Each line of the data that mentions the string "names" needs to be identified and copied.

EXTRACTED ENTRIES:
[Start of section]
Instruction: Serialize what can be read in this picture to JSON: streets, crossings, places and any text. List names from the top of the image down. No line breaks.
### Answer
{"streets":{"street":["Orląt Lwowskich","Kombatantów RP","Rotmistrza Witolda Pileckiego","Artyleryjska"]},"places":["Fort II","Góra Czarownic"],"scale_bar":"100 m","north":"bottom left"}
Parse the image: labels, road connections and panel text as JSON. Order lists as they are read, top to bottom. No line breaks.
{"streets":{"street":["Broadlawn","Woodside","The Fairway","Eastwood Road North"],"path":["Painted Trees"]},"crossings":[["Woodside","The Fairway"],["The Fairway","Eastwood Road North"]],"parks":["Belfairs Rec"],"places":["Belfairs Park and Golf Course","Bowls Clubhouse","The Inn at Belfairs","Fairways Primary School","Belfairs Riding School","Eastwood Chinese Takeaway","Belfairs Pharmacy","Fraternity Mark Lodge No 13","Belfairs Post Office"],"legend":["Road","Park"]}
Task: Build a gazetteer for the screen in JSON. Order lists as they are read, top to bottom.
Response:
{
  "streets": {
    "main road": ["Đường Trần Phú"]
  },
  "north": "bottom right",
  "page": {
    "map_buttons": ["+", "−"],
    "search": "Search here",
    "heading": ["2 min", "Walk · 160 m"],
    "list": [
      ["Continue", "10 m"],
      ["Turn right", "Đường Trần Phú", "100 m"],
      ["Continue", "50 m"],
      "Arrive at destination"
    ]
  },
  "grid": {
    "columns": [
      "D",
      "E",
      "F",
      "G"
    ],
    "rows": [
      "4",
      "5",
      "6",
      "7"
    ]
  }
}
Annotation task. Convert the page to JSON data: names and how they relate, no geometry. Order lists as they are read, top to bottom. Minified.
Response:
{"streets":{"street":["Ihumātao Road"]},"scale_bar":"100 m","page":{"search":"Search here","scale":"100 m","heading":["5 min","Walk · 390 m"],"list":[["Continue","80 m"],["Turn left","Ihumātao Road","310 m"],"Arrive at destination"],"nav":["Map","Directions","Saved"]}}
[End of section]
RESPONSE AREA:
Instruction: Serialize what can be read in this picture to JSON: streets, crossings, places and any text. List names from the top of the image down. No line breaks.
Annotation task. Convert the page to JSON data: names and how they relate, no geometry. Order lists as they are read, top to bottom. Minified.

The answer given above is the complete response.